Collected data:
____________

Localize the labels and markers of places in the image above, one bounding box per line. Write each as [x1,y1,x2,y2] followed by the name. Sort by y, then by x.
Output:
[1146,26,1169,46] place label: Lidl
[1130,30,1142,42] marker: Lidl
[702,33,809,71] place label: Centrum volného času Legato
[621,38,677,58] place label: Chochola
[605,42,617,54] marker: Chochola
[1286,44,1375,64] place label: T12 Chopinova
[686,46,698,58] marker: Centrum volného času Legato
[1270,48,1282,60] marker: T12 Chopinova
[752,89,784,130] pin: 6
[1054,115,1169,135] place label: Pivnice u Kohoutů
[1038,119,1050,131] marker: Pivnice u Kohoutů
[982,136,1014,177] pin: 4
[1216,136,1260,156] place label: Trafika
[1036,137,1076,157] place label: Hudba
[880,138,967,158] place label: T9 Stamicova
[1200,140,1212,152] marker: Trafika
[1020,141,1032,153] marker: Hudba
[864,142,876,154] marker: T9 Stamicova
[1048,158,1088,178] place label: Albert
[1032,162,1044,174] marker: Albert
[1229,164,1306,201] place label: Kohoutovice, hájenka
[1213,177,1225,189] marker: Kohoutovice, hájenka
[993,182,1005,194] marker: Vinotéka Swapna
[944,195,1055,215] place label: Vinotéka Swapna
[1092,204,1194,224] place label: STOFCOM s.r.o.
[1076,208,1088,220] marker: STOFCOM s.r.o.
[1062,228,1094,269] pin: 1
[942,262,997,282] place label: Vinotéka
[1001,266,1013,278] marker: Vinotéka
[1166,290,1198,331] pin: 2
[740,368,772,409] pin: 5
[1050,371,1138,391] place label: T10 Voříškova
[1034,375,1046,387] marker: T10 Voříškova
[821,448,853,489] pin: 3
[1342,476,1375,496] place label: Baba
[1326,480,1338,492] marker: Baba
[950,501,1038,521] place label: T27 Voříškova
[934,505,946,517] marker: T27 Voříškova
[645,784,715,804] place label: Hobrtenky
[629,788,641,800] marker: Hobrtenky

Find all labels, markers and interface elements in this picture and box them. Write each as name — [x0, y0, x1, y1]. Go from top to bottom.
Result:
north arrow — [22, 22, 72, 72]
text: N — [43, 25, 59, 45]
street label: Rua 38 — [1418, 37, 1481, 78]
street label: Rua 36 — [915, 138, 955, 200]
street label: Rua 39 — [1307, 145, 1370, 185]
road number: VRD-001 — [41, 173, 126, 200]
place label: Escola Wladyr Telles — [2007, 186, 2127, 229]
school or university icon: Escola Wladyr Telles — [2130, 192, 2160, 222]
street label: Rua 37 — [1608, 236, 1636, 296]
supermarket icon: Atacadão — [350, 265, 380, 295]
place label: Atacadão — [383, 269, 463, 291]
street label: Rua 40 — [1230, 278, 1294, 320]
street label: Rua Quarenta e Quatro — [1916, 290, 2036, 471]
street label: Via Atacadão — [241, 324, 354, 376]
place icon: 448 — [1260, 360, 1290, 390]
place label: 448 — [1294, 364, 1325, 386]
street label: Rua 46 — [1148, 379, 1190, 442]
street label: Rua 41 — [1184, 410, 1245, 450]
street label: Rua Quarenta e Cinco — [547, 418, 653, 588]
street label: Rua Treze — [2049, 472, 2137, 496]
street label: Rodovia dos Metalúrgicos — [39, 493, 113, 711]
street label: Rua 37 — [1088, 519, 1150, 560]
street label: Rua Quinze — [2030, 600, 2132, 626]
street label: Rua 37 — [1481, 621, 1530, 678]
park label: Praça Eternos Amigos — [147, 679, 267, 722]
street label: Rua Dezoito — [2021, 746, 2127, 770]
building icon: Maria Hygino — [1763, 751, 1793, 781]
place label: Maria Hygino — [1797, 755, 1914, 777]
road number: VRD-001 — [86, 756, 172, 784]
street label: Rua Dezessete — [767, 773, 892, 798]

____________

Copy here each line of the preceding records with "Write" in it.

● **ANSWER SPACE**:
Localize the labels and markers of places in the image above, one bounding box per line. Write each as [x1,y1,x2,y2] followed by the name. Sort by y, then by x.
Find all labels, markers and interface elements in this picture and box them. Write each as name — [x0, y0, x1, y1]. Go from top to bottom.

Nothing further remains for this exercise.